# [PROBLEM STATEMENT]
Write out each line from the data below that includes the word "your".
··· INPUT DATA ···
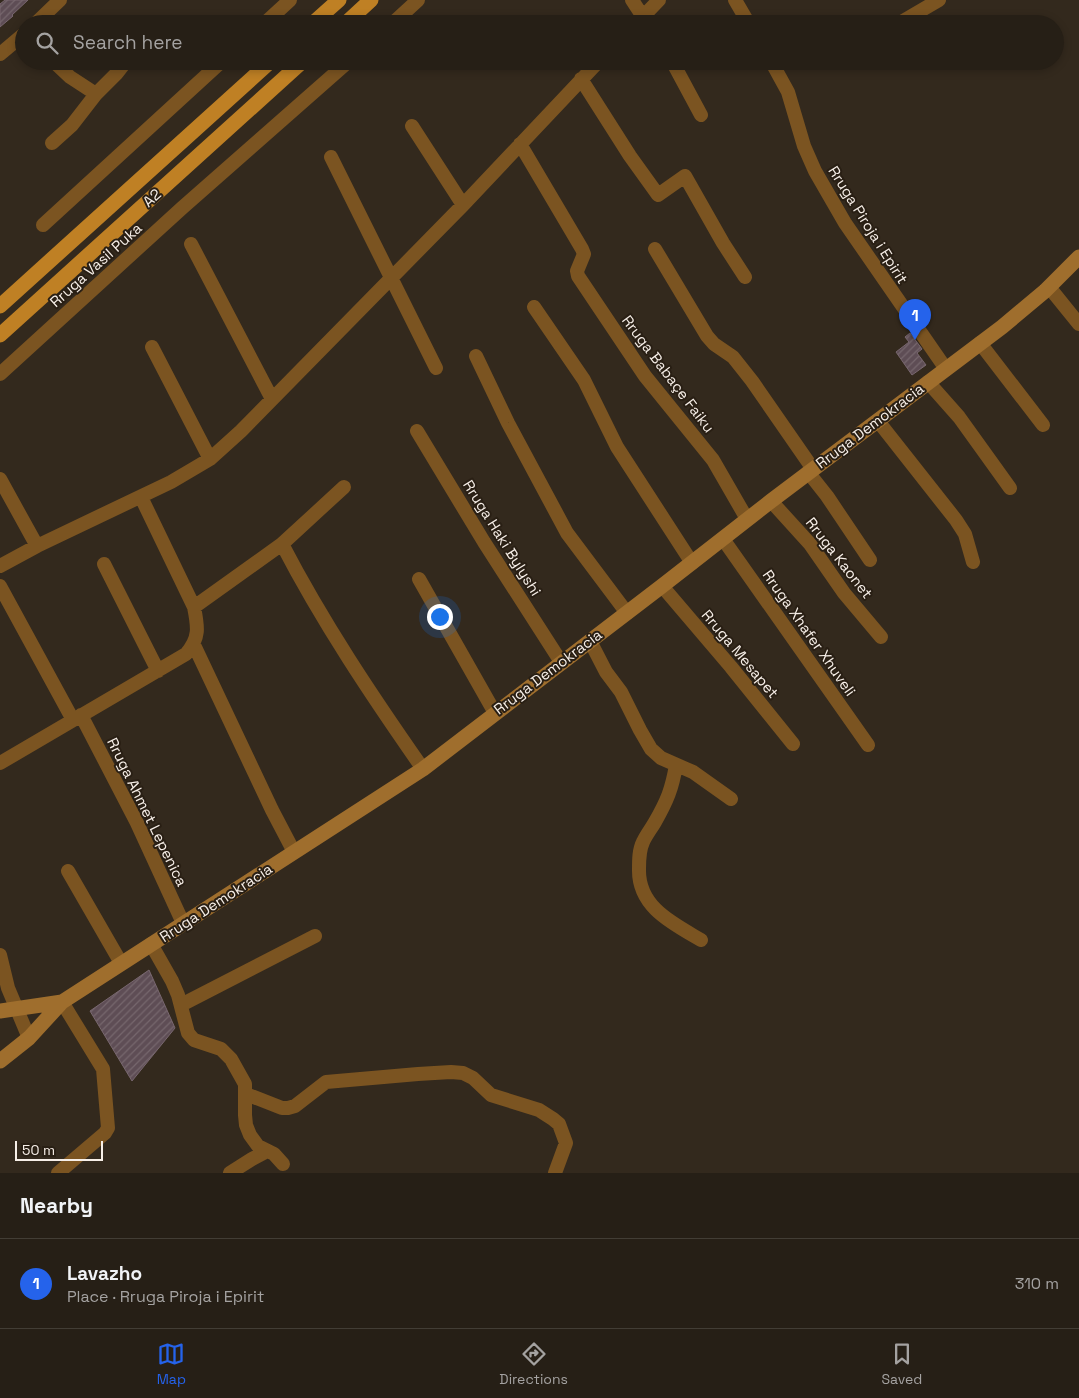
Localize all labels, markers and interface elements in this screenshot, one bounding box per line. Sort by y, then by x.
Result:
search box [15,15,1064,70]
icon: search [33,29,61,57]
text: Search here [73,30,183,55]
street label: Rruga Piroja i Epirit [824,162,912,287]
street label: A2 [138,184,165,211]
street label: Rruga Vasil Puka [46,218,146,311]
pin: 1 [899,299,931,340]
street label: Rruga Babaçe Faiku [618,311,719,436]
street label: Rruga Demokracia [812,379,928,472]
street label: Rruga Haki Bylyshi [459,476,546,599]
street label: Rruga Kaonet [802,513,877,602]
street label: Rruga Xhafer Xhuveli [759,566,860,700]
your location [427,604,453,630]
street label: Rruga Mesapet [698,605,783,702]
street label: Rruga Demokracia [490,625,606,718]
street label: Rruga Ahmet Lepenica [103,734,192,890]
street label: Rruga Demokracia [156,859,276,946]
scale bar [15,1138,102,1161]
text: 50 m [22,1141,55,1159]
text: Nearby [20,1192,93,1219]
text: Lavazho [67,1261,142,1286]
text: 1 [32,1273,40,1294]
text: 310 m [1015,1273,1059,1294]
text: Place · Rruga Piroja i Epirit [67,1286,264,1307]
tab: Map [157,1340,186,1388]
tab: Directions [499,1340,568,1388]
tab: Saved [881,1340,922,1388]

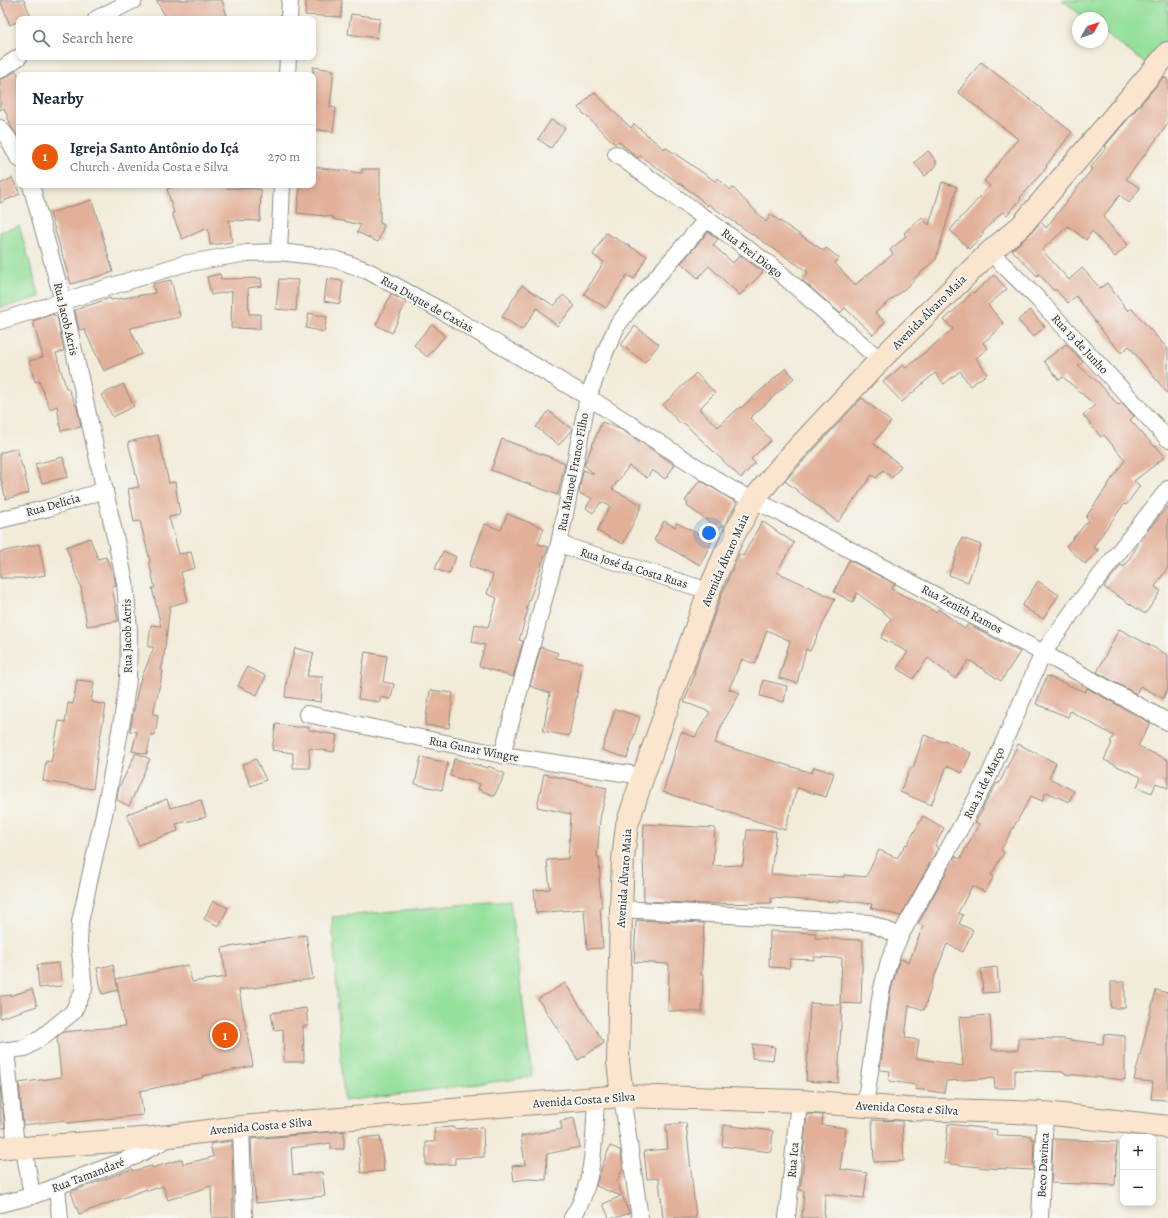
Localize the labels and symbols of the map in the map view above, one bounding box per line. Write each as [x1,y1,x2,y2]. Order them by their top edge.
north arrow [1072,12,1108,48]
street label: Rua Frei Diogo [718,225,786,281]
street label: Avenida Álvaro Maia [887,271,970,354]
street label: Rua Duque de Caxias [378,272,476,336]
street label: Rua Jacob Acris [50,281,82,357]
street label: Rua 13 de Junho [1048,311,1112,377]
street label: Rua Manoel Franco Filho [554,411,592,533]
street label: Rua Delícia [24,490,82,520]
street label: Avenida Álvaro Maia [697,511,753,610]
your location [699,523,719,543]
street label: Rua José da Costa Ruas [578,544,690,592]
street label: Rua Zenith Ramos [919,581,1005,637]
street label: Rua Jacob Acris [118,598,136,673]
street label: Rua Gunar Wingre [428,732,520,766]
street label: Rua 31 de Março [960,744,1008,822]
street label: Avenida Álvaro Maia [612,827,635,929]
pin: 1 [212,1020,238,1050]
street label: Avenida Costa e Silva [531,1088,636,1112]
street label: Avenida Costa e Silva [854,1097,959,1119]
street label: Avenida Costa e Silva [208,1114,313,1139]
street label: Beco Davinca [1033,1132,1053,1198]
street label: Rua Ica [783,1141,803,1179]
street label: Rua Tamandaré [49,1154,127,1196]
···
# [TASK ANSWER]
your location [427,604,453,630]
your location [699,523,719,543]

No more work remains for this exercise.